Ende der sechziger Jahre machte sie mit heroisch-komischen Rückzugsgefechten gegen Kolle & Co. noch bundesweit Schlagzeilen, inzwischen siecht sie kaum beachtet vor sich hin: jene berühmt-berüchtigte "Freiwillige Selbstkontrolle der Filmwirtschaft" (FSK), die 1949 zur Verhinderung einer staatlichen Filmzensur gegründet wurde und die sich später allzuoft als Hort politischer Gängelei und kleinkarierter Prüderie erwies. 1972 zogen sich die Vertreter von Bund, Ländern, Jugendorganisationen und Kirchen partiell aus der FSK zurück, resignierten endgültig vor dem Siegeszug von Graf Porno und seinen Spießgesellen. Die einst von der Branche lautstark gerühmte "Polizeifestigkeit" der Wiesbadener Freigabe-Bescheide verlor ohne den Segen von Staat und Kirche erheblich an Wirksamkeit. Immer häufiger beschlagnahmen Staatsanwälte auch Filme, die von der FSK für Zuschauer über achtzehn Jahre freigegeben worden sind, nicht nur Pornos, sondern auch Peckinpah und Pasolini.

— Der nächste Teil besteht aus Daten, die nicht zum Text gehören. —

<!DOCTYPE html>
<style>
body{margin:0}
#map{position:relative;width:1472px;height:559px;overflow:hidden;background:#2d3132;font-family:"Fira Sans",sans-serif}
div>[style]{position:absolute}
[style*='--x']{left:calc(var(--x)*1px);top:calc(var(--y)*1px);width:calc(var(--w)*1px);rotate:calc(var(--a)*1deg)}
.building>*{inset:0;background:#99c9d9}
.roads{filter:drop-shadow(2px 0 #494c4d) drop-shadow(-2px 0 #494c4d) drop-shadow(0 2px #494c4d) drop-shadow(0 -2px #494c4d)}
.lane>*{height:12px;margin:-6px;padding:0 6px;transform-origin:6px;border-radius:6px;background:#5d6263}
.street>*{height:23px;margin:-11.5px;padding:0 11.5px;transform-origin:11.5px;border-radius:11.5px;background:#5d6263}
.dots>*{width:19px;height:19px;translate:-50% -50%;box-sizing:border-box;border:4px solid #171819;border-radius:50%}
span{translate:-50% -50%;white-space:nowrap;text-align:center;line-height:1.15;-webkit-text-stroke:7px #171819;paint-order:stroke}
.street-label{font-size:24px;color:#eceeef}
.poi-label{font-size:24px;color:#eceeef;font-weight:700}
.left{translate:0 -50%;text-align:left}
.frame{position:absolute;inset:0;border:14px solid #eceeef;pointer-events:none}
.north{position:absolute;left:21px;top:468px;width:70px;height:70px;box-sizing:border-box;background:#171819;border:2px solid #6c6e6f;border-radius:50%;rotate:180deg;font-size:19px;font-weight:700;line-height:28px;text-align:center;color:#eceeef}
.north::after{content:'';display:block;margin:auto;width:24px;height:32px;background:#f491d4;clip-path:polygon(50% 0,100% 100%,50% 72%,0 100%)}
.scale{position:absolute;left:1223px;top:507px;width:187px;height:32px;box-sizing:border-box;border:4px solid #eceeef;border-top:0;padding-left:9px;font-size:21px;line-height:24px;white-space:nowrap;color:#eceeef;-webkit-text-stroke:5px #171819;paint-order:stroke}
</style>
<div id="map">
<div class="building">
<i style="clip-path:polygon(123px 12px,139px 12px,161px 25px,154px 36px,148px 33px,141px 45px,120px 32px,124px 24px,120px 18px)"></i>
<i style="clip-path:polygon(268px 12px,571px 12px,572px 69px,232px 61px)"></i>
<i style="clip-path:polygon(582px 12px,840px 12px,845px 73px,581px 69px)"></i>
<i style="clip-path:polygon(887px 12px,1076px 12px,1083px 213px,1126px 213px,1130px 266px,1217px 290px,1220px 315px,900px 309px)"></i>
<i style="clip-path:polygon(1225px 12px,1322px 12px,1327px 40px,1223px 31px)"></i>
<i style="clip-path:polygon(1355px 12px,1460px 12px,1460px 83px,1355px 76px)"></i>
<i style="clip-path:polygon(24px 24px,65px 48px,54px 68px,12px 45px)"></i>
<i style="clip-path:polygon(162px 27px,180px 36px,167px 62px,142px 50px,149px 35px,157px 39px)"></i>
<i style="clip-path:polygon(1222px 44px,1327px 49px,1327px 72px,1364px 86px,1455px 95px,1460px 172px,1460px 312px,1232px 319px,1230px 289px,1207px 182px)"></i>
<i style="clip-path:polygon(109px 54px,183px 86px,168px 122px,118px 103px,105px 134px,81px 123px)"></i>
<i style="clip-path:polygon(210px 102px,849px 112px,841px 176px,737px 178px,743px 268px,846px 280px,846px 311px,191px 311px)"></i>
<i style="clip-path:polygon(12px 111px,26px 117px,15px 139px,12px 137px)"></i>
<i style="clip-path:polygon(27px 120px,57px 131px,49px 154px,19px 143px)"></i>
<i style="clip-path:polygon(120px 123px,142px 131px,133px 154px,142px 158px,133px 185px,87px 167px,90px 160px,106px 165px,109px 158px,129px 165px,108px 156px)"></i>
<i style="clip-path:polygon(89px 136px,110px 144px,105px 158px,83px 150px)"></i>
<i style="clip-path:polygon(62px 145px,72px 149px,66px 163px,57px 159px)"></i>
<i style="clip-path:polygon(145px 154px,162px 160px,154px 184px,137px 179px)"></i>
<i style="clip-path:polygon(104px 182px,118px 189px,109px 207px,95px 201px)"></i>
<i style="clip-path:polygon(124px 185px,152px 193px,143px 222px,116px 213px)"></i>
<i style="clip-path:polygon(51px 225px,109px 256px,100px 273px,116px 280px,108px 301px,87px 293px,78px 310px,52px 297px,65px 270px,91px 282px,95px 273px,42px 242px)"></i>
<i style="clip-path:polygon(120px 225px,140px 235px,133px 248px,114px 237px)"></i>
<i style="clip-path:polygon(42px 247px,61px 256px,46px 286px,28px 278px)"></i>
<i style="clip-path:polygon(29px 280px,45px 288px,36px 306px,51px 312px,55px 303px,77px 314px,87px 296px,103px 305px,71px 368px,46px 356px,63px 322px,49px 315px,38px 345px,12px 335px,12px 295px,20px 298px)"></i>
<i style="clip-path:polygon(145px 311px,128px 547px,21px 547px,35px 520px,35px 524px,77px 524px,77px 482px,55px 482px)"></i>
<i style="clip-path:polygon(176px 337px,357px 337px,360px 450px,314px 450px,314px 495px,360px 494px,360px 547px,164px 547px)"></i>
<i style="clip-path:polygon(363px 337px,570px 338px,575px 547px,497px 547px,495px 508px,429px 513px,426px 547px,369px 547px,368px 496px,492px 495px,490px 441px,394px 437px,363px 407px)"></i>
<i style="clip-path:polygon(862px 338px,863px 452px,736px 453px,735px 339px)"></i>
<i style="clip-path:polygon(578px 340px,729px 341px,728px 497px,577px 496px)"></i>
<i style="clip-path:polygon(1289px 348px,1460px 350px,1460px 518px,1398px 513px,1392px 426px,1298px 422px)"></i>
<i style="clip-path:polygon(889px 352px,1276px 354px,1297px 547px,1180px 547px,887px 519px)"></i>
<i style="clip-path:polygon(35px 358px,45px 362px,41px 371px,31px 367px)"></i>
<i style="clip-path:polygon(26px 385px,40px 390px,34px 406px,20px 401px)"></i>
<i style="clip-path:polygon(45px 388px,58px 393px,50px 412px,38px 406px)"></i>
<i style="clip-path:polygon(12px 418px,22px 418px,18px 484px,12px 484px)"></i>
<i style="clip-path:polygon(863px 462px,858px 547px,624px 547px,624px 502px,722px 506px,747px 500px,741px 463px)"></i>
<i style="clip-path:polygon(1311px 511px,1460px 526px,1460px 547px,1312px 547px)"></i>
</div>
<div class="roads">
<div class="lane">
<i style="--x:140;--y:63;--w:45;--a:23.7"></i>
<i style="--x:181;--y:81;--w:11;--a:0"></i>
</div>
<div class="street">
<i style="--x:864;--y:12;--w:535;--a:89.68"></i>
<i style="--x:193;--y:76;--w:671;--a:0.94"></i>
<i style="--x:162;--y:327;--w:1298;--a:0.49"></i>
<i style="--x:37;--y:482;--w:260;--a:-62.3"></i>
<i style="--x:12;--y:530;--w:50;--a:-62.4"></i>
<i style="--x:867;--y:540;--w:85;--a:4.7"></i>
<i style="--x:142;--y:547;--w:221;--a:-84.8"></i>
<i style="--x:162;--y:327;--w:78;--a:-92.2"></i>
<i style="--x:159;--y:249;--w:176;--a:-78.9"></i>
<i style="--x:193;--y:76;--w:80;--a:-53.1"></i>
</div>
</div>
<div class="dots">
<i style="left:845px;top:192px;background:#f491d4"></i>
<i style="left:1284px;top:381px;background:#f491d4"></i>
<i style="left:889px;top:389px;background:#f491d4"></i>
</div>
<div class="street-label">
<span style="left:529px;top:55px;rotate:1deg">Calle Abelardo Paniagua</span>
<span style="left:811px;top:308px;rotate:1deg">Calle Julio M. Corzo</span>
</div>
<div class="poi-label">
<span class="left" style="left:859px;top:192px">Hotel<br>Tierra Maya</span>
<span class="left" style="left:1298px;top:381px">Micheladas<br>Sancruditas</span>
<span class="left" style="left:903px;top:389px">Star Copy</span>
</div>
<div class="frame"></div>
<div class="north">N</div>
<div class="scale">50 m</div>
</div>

Während also die sogenannte "Erwachsenenfreigabe" der FSK kaum noch funktioniert, betätigt sich der ramponierte Verein unverdrossen weiter auf dem Gebiet des Jugendschutzes, befindet darüber, ob ein Film für Jugendliche schon ab sechs, ab zwölf, ab sechzehn oder erst ab achtzehn Jahre geeignet scheint.

Wovor aber wird unsere Jugend von der FSK geschützt? Zum Beispiel 1974 vor Ulrich Schamonis Faulenzer-Komödie "Chapeau Claque" (ab 18), die geeignet sei, "die Jugend in ihrer ohnehin vorhandenen negativistischen Grundeinstellung gegenüber jeder Art von Zwang und Anpassung an Normen zu bekräftigen". Daß diese Entscheidung kein skurriler Einzelfall war, sondern ein gültiges Manifest des in Wiesbaden betriebenen Jugendschutzes, belegt jetzt die Affäre um einen Kinderfilm, den Kinder nicht sehen dürfen: "Nordsee ist Mordsee" von Hark Böhm ("Tschetan, der Indianerjunge", "Wir pfeifen auf den Gurkenkönig"), dem einzigen deutschen Filmer, der ernstzunehmende Filme speziell für jugendliche Zuschauer macht.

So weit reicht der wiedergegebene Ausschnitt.